Saved data entries:

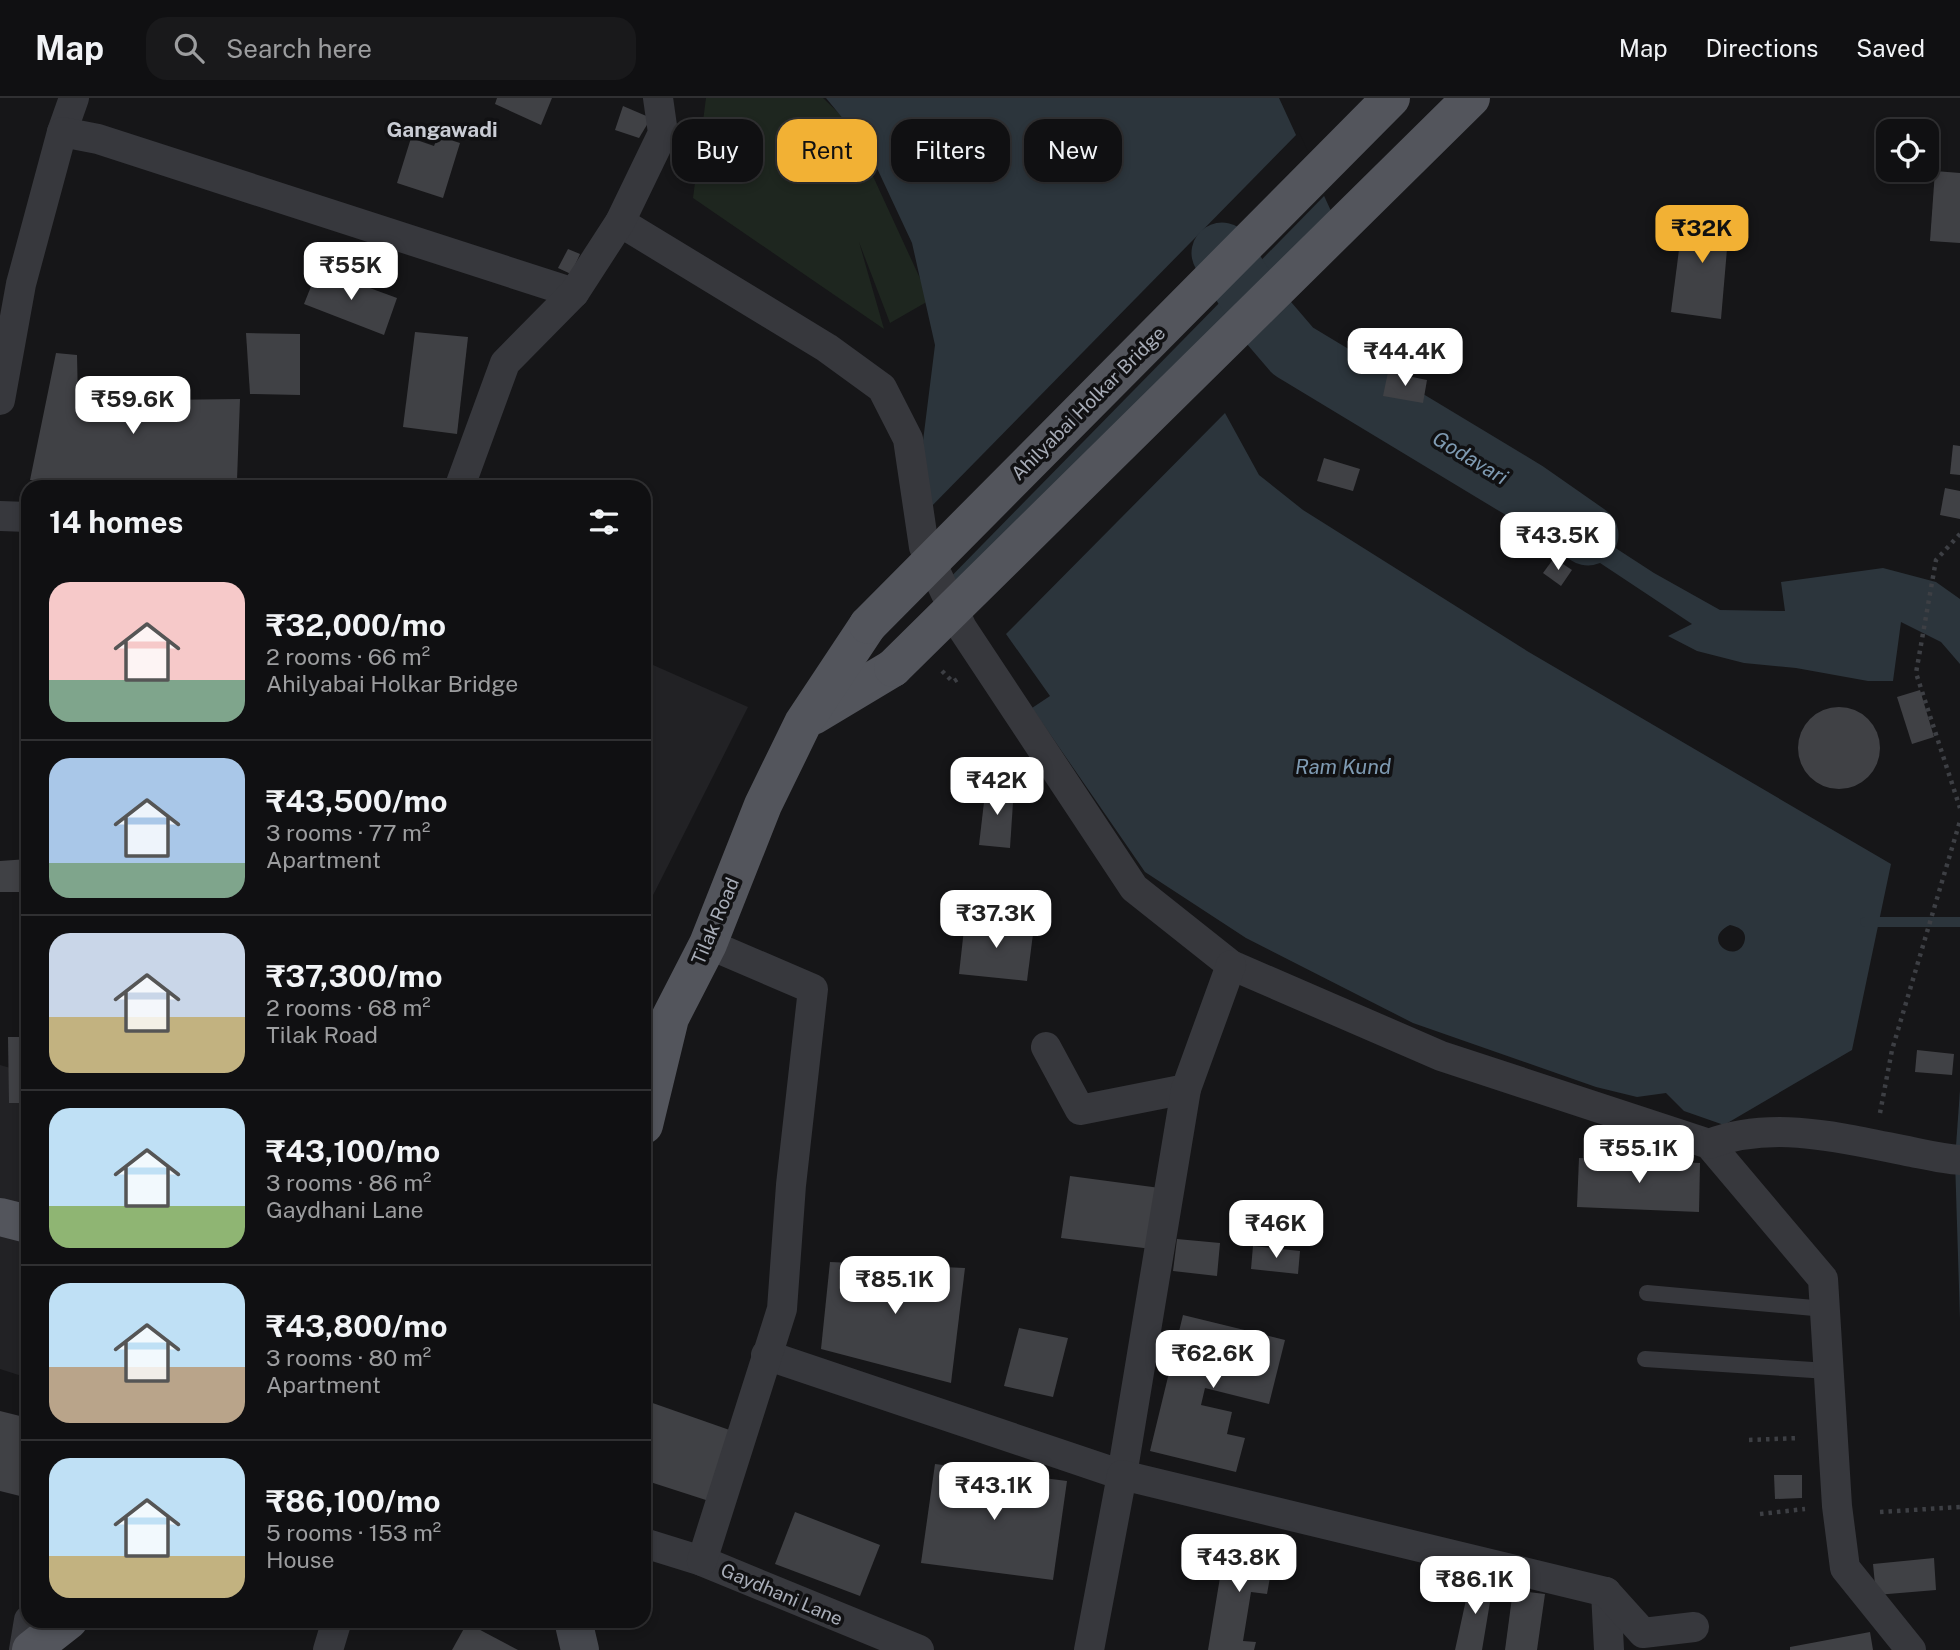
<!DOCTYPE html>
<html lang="en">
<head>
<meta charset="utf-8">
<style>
  :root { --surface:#101012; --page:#19191b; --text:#f1f3f6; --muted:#9c9d9f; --line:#303032; --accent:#f2b134 }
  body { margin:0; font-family:"Public Sans",sans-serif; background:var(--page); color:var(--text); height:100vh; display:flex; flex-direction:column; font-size:26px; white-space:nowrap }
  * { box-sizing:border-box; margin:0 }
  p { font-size:23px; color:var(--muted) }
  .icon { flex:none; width:38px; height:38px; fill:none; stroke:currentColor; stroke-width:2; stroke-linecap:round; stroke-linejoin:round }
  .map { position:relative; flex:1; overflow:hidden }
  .details { position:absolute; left:21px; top:382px; width:630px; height:1148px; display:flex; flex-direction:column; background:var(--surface); border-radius:21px; box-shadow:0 4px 10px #0003,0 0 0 2px var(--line) }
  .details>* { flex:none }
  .guide { position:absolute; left:672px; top:21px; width:665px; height:63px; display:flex; gap:14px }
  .controls { position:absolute; left:1876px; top:21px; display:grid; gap:14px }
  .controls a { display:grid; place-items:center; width:63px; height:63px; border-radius:14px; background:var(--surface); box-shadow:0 4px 10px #0003,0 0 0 2px var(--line); font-size:35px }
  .price { position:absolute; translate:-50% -60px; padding:0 16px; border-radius:14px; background:#fff; color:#222; font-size:23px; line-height:46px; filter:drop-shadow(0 2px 4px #0008) }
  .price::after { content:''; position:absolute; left:50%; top:42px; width:21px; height:16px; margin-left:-10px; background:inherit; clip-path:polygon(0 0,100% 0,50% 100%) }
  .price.on { background:var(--accent); color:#111 }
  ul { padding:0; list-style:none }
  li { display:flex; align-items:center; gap:21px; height:175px; padding:0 28px }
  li+li { border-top:2px solid var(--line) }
  li span { display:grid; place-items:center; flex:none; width:196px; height:140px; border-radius:21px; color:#555 }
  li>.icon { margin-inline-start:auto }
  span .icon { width:84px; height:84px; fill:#fffc; stroke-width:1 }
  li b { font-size:30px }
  h2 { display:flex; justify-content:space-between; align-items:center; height:84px; padding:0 28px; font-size:30px }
  .chip { padding:0 24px; border-radius:21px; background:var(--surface); box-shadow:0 4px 10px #0003,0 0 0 2px var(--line); font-size:24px; line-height:63px }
  .chip.on { background:var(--accent); color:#111 }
  header { display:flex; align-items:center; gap:42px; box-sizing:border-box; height:98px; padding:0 35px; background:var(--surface); border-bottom:2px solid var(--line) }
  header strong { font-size:33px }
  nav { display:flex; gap:38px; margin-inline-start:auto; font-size:24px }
  .search { width:490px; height:63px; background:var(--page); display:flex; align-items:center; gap:18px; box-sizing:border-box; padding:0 24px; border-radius:21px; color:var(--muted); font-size:26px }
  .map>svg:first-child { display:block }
  .built { fill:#222225 }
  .green { fill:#1e261f }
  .water { fill:#2c353c; fill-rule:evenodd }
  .pier { fill:#161618 }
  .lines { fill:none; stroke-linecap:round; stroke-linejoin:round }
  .stream { stroke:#2c353c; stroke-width:10 }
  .river { stroke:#2c353c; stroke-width:61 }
  .building { fill:#404145 }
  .path { stroke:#3d3f44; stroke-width:4.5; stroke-dasharray:3.5 5; stroke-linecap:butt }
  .lane { stroke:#37383d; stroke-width:16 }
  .street { stroke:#37383d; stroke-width:30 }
  .secondary { stroke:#45474d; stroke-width:38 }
  .primary { stroke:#53555c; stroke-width:38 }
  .primary-bridge { stroke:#53555c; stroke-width:38 }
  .labels { text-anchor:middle; stroke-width:7; stroke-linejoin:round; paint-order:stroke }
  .street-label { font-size:19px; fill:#a8adb8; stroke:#111113 }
  .neighbourhood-label { font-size:21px; font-weight:bold; fill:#c9ccd4; stroke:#111113 }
  .water-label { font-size:21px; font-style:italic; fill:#7f9bb3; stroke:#111113 }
</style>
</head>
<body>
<header>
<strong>Map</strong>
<div class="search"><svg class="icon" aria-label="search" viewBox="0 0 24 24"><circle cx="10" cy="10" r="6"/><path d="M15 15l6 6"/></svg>Search here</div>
<nav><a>Map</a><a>Directions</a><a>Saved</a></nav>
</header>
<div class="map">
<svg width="1960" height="1552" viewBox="0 0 1960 1552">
  <rect width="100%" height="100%" fill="#161618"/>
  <!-- built -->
  <g class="built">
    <polygon points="644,563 748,609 644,815"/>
    <polygon points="0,967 28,975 28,1280 0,1271"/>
  </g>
  <!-- green -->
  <polygon class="green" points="706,0 823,0 848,24 930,202 890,225 859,144 884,231 693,100"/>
  <!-- water -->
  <g class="water">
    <polygon points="826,0 1279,0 1343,139 945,541 923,343 935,247 912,145 868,51"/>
    <path d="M1225,315L1259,377L1303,412L1527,553L1891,766L1852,952L1724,1027L1684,1013L1666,995L1637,999L1596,989L1413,925L1246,840L1145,774L1032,610L1050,598L1006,536ZM1730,827C1740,829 1748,834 1744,845C1735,867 1700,841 1730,827Z"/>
    <polygon points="1520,388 1654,475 1720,512 1785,513 1781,484 1883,470 1936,484 1960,501 1960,566 1941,544 1901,524 1893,583 1868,583 1796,570 1744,565 1697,553 1668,538 1692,526 1508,404"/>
    <polygon points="1960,992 1960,1222 1955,1062"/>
  </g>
  <!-- pier -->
  <polygon class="pier" points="1299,34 1327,95 935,495 924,416"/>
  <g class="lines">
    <!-- stream -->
    <polyline class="stream" points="1865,824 1960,824"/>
    <!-- river -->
    <polyline class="river" points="1222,155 1263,218 1293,253 1525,393 1588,437"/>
  </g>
  <!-- building -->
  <g class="building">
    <polygon points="497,0 552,0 541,27 495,6"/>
    <polygon points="623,8 651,20 639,40 615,32"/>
    <polygon points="438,38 460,45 443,100 397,85 411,40 434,48"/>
    <polygon points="1935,73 1960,75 1960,145 1930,143"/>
    <polygon points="1684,113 1730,116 1721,221 1671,214"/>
    <polygon points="568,151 580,156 571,176 558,170"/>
    <polygon points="318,171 397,200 384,237 304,206"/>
    <polygon points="415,234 468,239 457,336 403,329"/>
    <polygon points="246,235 300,236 300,297 250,296"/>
    <polygon points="56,255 77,257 78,303 240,301 237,382 30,382"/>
    <polygon points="1388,274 1427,282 1423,305 1383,298"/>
    <polygon points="1953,347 1960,348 1960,377 1950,376"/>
    <polygon points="1324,360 1360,371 1353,393 1317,383"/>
    <polygon points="1945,390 1960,393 1960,421 1940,417"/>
    <polygon points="1554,460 1572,472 1561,488 1543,475"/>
    <polygon points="1920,592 1934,639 1912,646 1897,599"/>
    <circle cx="1839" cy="650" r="41"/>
    <polygon points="986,687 1014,689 1010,750 979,747"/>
    <polygon points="28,761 28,794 0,794 0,763"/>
    <polygon points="965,822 1034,828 1027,883 959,876"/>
    <polygon points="8,939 28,939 28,1005 9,1005"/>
    <polygon points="1917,952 1954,956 1952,977 1915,974"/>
    <polygon points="1579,1060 1700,1065 1699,1114 1577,1109"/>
    <polygon points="1070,1078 1160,1090 1152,1151 1061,1140"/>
    <polygon points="1177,1141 1220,1145 1217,1178 1173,1173"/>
    <polygon points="1253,1148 1300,1153 1298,1176 1251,1171"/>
    <polygon points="830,1164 965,1170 951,1285 821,1251"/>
    <polygon points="1183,1217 1285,1242 1269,1306 1205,1290 1201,1307 1232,1314 1227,1336 1245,1340 1236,1374 1150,1353"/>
    <polygon points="1019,1230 1068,1240 1053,1299 1004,1288"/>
    <polygon points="644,1302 741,1336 709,1403 644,1382"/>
    <polygon points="0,1313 28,1320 28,1400 0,1393"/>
    <polygon points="935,1366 1067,1383 1053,1482 921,1465"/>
    <polygon points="1774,1377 1802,1377 1802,1400 1775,1401"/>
    <polygon points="795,1414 880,1447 860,1498 775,1466"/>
    <polygon points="1226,1443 1275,1451 1267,1496 1251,1494 1243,1543 1256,1544 1254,1552 1208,1552"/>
    <polygon points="1934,1460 1936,1492 1876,1497 1873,1466"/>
    <polygon points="1471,1479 1493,1486 1482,1552 1455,1552"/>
    <polygon points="1513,1492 1545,1496 1537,1552 1505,1552"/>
    <polygon points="467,1525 518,1552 452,1552"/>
    <polygon points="1870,1534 1873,1552 1790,1552 1790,1549"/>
  </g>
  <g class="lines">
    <!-- path -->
    <g class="path">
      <polyline points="1960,436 1936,462 1916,575 1960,710"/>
      <polyline points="942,573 953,584 959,580"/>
      <polyline points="1880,1015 1892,952 1960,723"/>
      <polyline points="1749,1342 1800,1340"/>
      <polyline points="1880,1414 1960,1409"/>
      <polyline points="1760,1416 1805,1411"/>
    </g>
    <!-- lane -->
    <g class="lane">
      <polyline points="1647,1195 1825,1211"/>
      <polyline points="1645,1261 1828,1273"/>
    </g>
    <!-- street -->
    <g class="street">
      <polyline points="62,34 74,0"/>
      <polyline points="620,124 827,250 882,290 908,341 924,449 962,530 1134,790 1231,867 1441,958 1709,1046 1823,1181 1837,1408 1845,1470 1911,1552"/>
      <polyline points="0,302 21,186 62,34 98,41 574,195"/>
      <polyline points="460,388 505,265 574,195 620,124 663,35 658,0"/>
      <polyline points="0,418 28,419"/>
      <polyline points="1046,949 1080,1012 1186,991"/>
      <path d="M1709,1046C1774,1021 1846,1041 1912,1054C1927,1057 1944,1061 1960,1062"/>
      <polyline points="766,1257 1122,1377 1186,991 1231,867"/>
      <polyline points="644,1445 702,1463 919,1552"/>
      <polyline points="702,1463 782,1211 791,1087 813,891 708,846"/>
      <polyline points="1606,1494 1609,1552"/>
      <polyline points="24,1552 29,1522"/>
      <polyline points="328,1552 337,1522"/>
      <polyline points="1089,1552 1122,1377 1606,1494 1643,1535 1694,1529"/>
    </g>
    <!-- secondary -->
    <polyline class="secondary" points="573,1522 580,1552"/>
    <!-- primary -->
    <g class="primary">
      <polyline points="813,618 893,570"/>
      <polyline points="644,1027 670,920 708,846 763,707 803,625 868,527"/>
      <polyline points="0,1119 28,1126"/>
      <polyline points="31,1552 69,1522"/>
    </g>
    <!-- primary-bridge -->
    <g class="primary-bridge">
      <polyline points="868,527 1391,0"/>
      <polyline points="893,570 1471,0"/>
    </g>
  </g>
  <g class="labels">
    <!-- street labels -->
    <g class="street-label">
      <text transform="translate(1088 305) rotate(-45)" y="7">Ahilyabai Holkar Bridge</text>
      <text transform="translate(715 823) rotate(-67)" y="7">Tilak Road</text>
      <text transform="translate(782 1496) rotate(23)" y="7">Gaydhani Lane</text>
    </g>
    <!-- neighbourhood labels -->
    <g class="neighbourhood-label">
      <text x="442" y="39">Gangawadi</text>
    </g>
    <!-- water labels -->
    <g class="water-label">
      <text transform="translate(1470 360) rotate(31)" y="7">Godavari</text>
      <text x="1343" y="676">Ram Kund</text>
    </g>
  </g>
</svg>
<div class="controls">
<a><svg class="icon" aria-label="locate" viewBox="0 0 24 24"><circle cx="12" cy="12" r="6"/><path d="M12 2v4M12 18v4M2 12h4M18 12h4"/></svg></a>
</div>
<b class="price on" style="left:1702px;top:167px">₹32K</b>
<b class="price" style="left:351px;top:204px">₹55K</b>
<b class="price" style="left:1405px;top:290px">₹44.4K</b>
<b class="price" style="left:133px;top:338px">₹59.6K</b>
<b class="price" style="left:1558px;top:474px">₹43.5K</b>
<b class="price" style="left:997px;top:719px">₹42K</b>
<b class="price" style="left:996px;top:852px">₹37.3K</b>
<b class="price" style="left:1639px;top:1087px">₹55.1K</b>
<b class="price" style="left:1276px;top:1162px">₹46K</b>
<b class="price" style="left:895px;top:1218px">₹85.1K</b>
<b class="price" style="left:1213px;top:1292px">₹62.6K</b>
<b class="price" style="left:994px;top:1424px">₹43.1K</b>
<b class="price" style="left:1239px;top:1496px">₹43.8K</b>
<b class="price" style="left:1475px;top:1518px">₹86.1K</b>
<div class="guide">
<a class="chip">Buy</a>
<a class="chip on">Rent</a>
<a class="chip">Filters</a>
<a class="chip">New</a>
</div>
<section class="details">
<h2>14 homes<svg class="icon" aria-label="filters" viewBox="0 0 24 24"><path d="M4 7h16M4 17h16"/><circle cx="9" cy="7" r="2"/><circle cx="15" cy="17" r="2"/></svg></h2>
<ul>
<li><span style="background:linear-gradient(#f6c9c9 70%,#7fa58c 0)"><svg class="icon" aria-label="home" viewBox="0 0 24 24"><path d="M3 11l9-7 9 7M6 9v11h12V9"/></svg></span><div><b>₹32,000/mo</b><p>2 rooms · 66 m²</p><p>Ahilyabai Holkar Bridge</p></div></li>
<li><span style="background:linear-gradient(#a9c7e8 75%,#7fa58c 0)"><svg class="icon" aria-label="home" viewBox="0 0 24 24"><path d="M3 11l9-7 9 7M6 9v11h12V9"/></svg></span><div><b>₹43,500/mo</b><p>3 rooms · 77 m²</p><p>Apartment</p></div></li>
<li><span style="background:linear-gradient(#c9d6e8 60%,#c2b280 0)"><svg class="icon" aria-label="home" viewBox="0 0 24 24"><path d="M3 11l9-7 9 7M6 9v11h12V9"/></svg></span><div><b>₹37,300/mo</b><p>2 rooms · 68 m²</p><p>Tilak Road</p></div></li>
<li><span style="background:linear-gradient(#bfe0f5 70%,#8fb573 0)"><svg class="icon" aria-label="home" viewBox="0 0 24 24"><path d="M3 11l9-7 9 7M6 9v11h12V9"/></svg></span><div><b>₹43,100/mo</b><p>3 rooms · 86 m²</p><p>Gaydhani Lane</p></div></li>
<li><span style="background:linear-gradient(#bfe0f5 60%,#b9a48a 0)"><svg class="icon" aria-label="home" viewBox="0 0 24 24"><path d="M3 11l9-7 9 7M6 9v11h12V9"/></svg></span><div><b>₹43,800/mo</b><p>3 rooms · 80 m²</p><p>Apartment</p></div></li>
<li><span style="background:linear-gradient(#bfe0f5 70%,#c2b280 0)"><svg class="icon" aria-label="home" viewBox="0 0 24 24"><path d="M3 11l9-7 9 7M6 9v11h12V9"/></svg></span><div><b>₹86,100/mo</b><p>5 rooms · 153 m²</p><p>House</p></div></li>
</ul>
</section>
</div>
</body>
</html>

_Task prompt_
From the entries above, extract every line where the word "linecap" appears.

_Solution for this task_
  .icon { flex:none; width:38px; height:38px; fill:none; stroke:currentColor; stroke-width:2; stroke-linecap:round; stroke-linejoin:round }
  .lines { fill:none; stroke-linecap:round; stroke-linejoin:round }
  .path { stroke:#3d3f44; stroke-width:4.5; stroke-dasharray:3.5 5; stroke-linecap:butt }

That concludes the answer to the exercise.